Venerdì scorso avevo scritto un post su questo blog per commentare l’annunciato ridimensionamento del welfare state in Olanda. Poiché nei paesi europei il servizio sanitario nazionale costituisce una voce molto pesante del welfare, esso è in genere parte importante di qualunque progetto di ristrutturazione. Avevo anche scritto che in Italia è in atto una riforma strisciante e negata fatta di roboanti dichiarazioni di miglioramento del SSN accompagnate a riduzioni della spesa sanitaria, ed avevo sostenuto la necessità di “definire i Livelli Essenziali di Assistenza in modo che siano sostenibili e poi garantirli davvero, gratuitamente e in modo fruibile a tutti i cittadini”・ Non mi ero accorto che nella stessa giornata di venerdì, il Governo aveva presentato la nota di aggiornamento al DEF, a firma del Presidente del Consiglio e del Ministro dell’Economia Saccomanni, nella quale si discute, tra l’altro, anche del SSN e dei LEA.

I punti salienti del documento (alquanto appesantiti dalla consueta retorica politichese italiana) sono due: potenziamento dei servizi legati alla prevenzione, e potenziamento dei servizi erogati sul territorio, per ridurre invece i servizi erogati dagli ospedali che il legislatore vede giustamente come luogo di trattamenti elettivi di elevato livello tecnologico e di breve durata. L’investimento sulla voce sanità, già calato al 7,1% del PIL (rispetto al 9% di qualche anno fa), dovrà ancora calare fino al 6,7%: l’obiettivo è rendere il SSN sostenibile a lungo termine. Non manca, naturalmente, la promessa di selettività: “prestazioni a chi ne ha effettivamente bisogno” finalizzata alla riduzione degli sprechi.

Un punto ambiguo è se il Governo ritenga che oggi vengono erogate prestazioni a chi non ne ha bisogno (e quindi le prestazioni erogate debbano essere diminuite) o se invece non vengano erogate prestazioni a chi ne ha bisogno (e quindi debbano essere aumentate). Il documento, sulla carta, sembra un discreto compromesso tra principi etici e possibilità economiche; ma è prevedibile che, tradotto in pratica, porti ad un ulteriore peggioramento della qualità di almeno alcune prestazioni erogate del SSN.

Perché in tutta Europa la spesa sanitaria è diventata un problema così gravoso?
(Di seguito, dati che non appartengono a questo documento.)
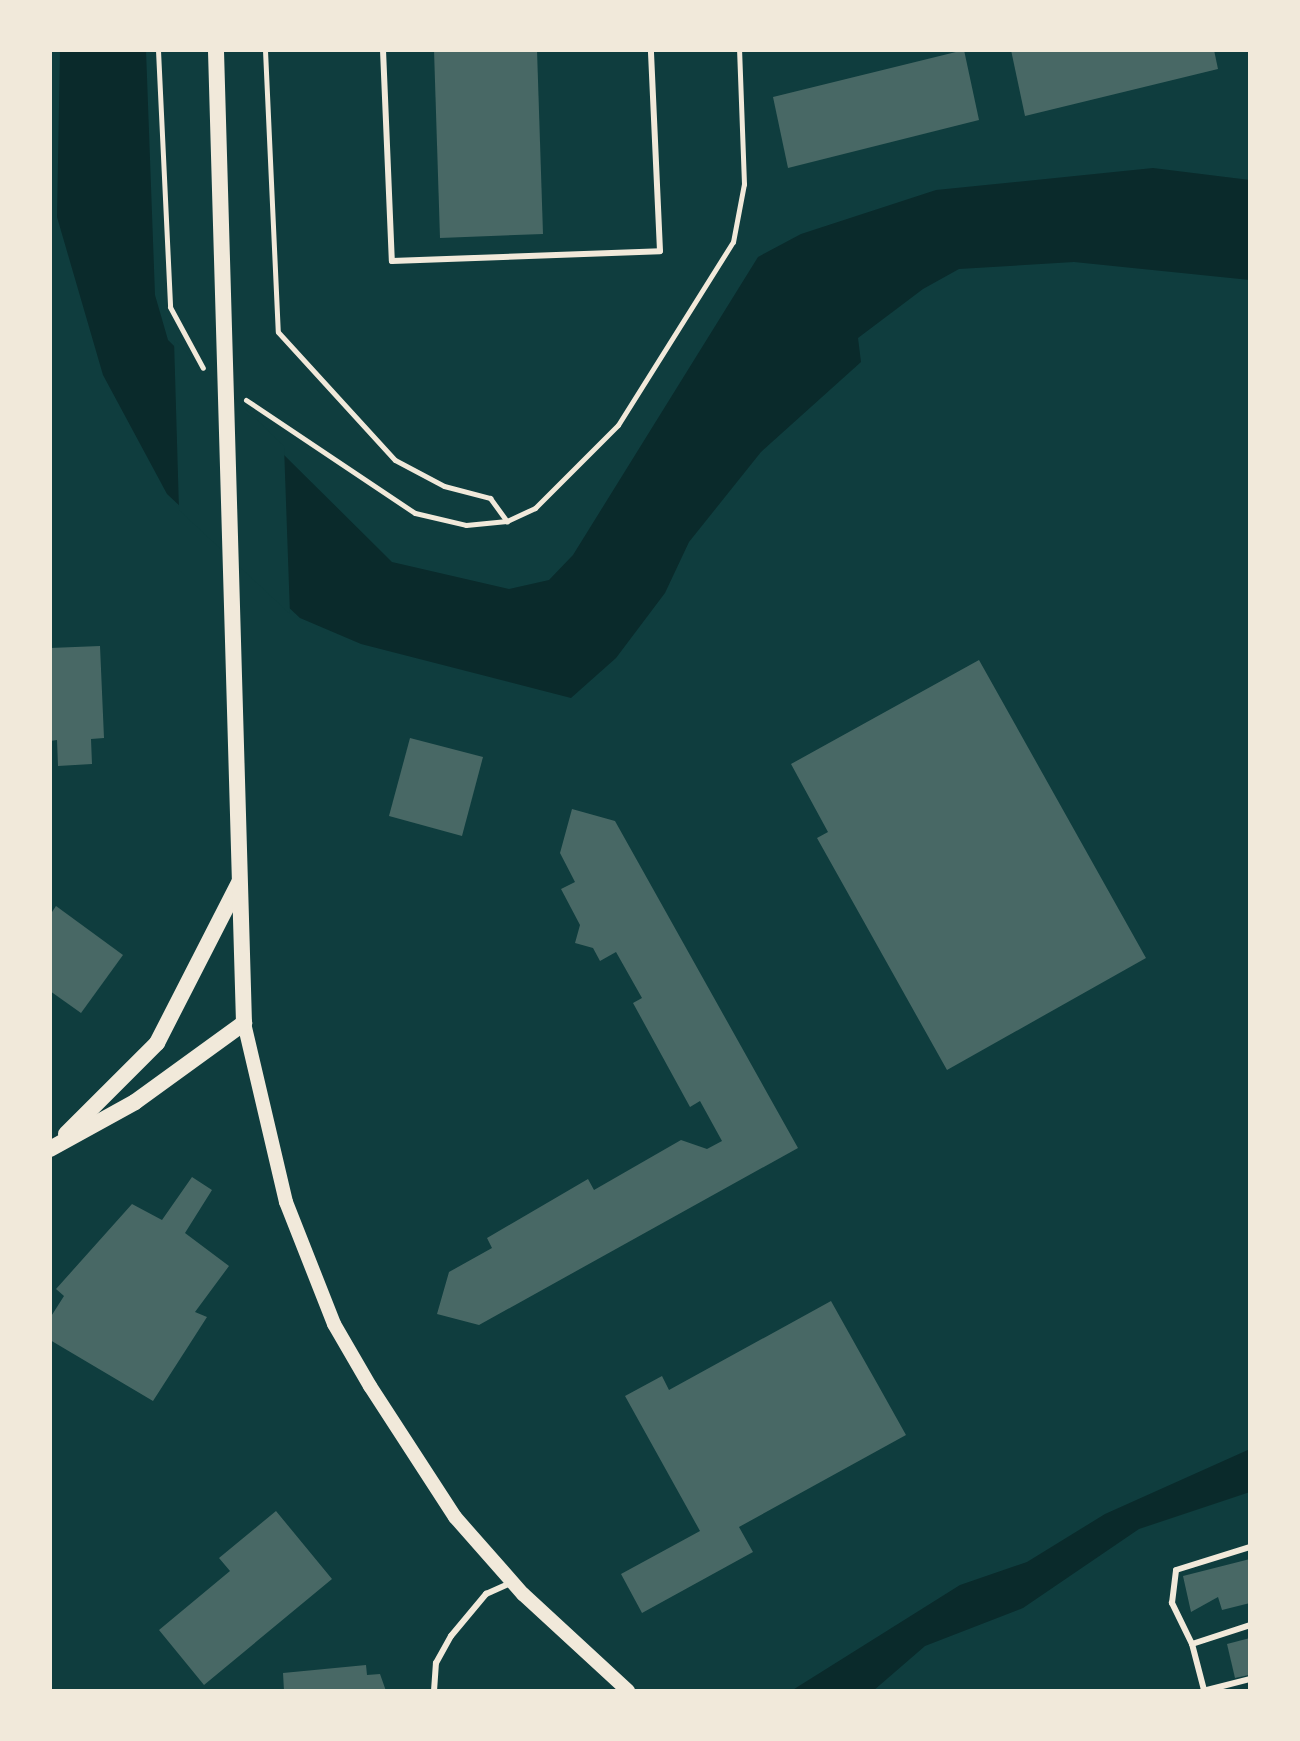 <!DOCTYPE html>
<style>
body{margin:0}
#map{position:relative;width:1300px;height:1741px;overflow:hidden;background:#0f3d3e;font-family:"Work Sans",sans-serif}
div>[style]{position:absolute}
.water>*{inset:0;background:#0a2a2b}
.pier>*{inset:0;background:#0f3d3e}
.building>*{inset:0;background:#486865}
.path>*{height:5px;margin:-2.5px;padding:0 2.5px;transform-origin:2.5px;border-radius:2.5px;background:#f1e9da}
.service>*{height:6px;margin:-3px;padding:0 3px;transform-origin:3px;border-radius:3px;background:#f1e9da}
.tertiary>*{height:14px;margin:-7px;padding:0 7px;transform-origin:7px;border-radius:7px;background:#f1e9da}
.secondary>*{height:16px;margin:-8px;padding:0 8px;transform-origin:8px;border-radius:8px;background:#f1e9da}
span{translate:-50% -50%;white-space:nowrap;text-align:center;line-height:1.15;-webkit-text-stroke:7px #f1e9da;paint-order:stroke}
.frame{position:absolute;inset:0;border:52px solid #f1e9da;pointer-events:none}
</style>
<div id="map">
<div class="water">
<div style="clip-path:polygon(60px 50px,146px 50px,155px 295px,168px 340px,392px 562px,509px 589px,549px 580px,573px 555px,758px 257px,801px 234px,936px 190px,1153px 168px,1250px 180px,1250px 280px,1074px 262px,959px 269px,923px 289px,858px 338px,861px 362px,761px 452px,689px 542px,665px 593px,616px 658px,571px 698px,361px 644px,300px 618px,167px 494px,103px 375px,57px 217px)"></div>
<div style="clip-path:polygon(1250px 1449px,1250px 1492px,1139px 1529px,1023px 1608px,925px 1646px,873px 1691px,791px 1691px,960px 1585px,1027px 1562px,1105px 1514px)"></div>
</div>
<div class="pier">
<div style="clip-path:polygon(174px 340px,284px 446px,290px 614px,179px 510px)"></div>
</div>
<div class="building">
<div style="clip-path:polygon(434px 50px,537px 50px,543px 234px,440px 238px)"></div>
<div style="clip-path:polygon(964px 50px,979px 120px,788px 168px,773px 97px)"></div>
<div style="clip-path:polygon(1011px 50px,1214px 50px,1218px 69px,1025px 116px)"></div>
<div style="clip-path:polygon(100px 646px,104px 738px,91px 739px,92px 764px,58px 766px,57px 740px,50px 741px,50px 648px)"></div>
<div style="clip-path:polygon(979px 660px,1146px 958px,947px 1070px,817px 838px,828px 832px,791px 764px)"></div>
<div style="clip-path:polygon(410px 738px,483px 757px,462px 836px,389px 816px)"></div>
<div style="clip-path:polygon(572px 809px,615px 821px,798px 1148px,479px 1325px,437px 1314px,449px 1272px,492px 1248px,487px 1238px,588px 1179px,594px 1190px,681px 1140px,707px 1149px,722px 1141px,700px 1101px,690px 1107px,633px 1003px,642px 998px,616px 952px,600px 961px,593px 948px,575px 943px,580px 925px,561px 889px,575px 882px,560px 853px)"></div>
<div style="clip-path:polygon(56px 906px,123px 955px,81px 1013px,50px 991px,50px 915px)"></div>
<div style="clip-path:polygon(192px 1177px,212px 1190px,185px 1233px,229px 1266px,195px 1312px,207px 1317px,153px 1401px,50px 1340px,50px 1318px,64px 1296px,56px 1289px,132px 1204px,162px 1220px)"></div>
<div style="clip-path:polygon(831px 1301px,906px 1435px,739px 1527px,753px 1552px,642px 1613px,621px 1574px,700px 1531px,625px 1396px,662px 1376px,669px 1390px)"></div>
<div style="clip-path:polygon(276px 1511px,332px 1579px,204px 1685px,159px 1630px,230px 1571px,219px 1558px)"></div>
<div style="clip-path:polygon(1250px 1559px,1250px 1603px,1222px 1610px,1218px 1597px,1191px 1612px,1183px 1576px)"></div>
<div style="clip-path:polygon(1250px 1638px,1249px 1675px,1235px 1678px,1227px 1644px)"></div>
<div style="clip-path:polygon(366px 1665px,367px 1675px,380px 1674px,386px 1691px,284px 1691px,283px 1673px)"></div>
</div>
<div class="path">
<div style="left:158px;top:50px;width:257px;rotate:87.3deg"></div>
<div style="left:170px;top:307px;width:69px;rotate:61.6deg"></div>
<div style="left:265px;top:50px;width:282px;rotate:87.4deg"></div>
<div style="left:278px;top:332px;width:173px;rotate:47.6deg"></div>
<div style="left:395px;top:460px;width:55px;rotate:28deg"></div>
<div style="left:444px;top:486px;width:48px;rotate:14.6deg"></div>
<div style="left:490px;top:498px;width:29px;rotate:54deg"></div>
<div style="left:246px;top:400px;width:203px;rotate:33.8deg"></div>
<div style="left:415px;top:513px;width:52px;rotate:13.2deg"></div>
<div style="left:466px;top:525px;width:41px;rotate:-5.6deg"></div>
<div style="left:507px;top:521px;width:31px;rotate:-25deg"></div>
<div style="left:535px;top:508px;width:117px;rotate:-45deg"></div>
<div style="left:618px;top:425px;width:216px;rotate:-57.9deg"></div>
<div style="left:733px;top:242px;width:59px;rotate:-79.3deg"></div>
<div style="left:744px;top:184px;width:134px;rotate:-92.1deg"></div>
</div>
<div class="service">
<div style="left:383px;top:50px;width:211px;rotate:87.6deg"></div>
<div style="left:392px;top:261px;width:268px;rotate:-2.1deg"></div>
<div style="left:660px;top:251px;width:201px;rotate:-92.6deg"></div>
<div style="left:1192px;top:1644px;width:46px;rotate:-116deg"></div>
<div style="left:1172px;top:1603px;width:33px;rotate:-83deg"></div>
<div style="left:1176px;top:1570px;width:77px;rotate:-17.3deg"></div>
<div style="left:1204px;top:1690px;width:48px;rotate:-104.6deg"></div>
<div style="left:1192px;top:1644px;width:61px;rotate:-18.1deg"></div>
<div style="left:434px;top:1691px;width:28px;rotate:-86deg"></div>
<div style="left:436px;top:1663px;width:31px;rotate:-61deg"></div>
<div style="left:451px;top:1636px;width:55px;rotate:-50.2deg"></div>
<div style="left:486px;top:1594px;width:30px;rotate:-24deg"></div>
<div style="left:1203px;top:1691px;width:49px;rotate:-14.3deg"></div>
</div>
<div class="tertiary">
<div style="left:244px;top:1023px;width:184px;rotate:76.8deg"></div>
<div style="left:286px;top:1202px;width:131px;rotate:68.5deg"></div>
<div style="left:334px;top:1324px;width:72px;rotate:59.9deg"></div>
<div style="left:370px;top:1386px;width:156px;rotate:57deg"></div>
<div style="left:455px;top:1517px;width:103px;rotate:48.6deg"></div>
<div style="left:523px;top:1594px;width:143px;rotate:42.7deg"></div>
</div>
<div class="secondary">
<div style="left:66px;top:1134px;width:129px;rotate:-45deg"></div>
<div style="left:157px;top:1043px;width:180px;rotate:-62.9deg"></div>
<div style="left:50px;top:1149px;width:97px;rotate:-28.9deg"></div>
<div style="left:135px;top:1102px;width:135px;rotate:-35.9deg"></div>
<div style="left:244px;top:1023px;width:973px;rotate:-91.65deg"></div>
</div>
<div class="frame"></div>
</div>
In primo luogo le nuove metodologie diagnostiche e terapeutiche sono più potenti delle vecchie ma sono anche più costose, un argomento già trattato su questo blog; in secondo luogo spesso hanno durate prolungate o richiedono prolungati trattamenti post-intervento, ulteriormente costosi; in terzo luogo l’allungamento della vita reso possibile dai progressi della medicina comporta un aumento di costi per lo stato, sia a carico del sistema pensionistico che di quello sanitario (gli anziani hanno maggiori necessità mediche dei giovani).

Il problema del costo del welfare, naturalmente, esplode durante un periodo di crisi economica come quello attuale e mette in ginocchio non solo le finanze degli stati deboli, come l’Italia, ma anche di quelli tradizionalmente ritenuti forti, come l’Olanda. Nessuno stato e nessun politico ha in tasca una soluzione indolore, anche se naturalmente un miglior controllo degli sprechi e delle ruberie sarebbe di grande aiuto.

Rinunciare, anche solo in parte, al ruolo dello stato nei servizi legati al welfare significherebbe rinunciare alle nostre conquiste etico-sociali, e costituirebbe una colossale sconfitta della nostra civiltà e cultura: il diritto all’assistenza sanitaria per tutti i cittadini, a prescindere dalle loro possibilità economiche è sancito dalla nostra costituzione (ma ogni stato europeo ha qualche norma in proposito) ed anche dagli organismi dell’ONU (ad es. Dalla dichiarazione di Bioetica dell’UNESCO).

Mantenere il welfare pubblico ai livelli attuali si sta rivelando insostenibile. Che fare?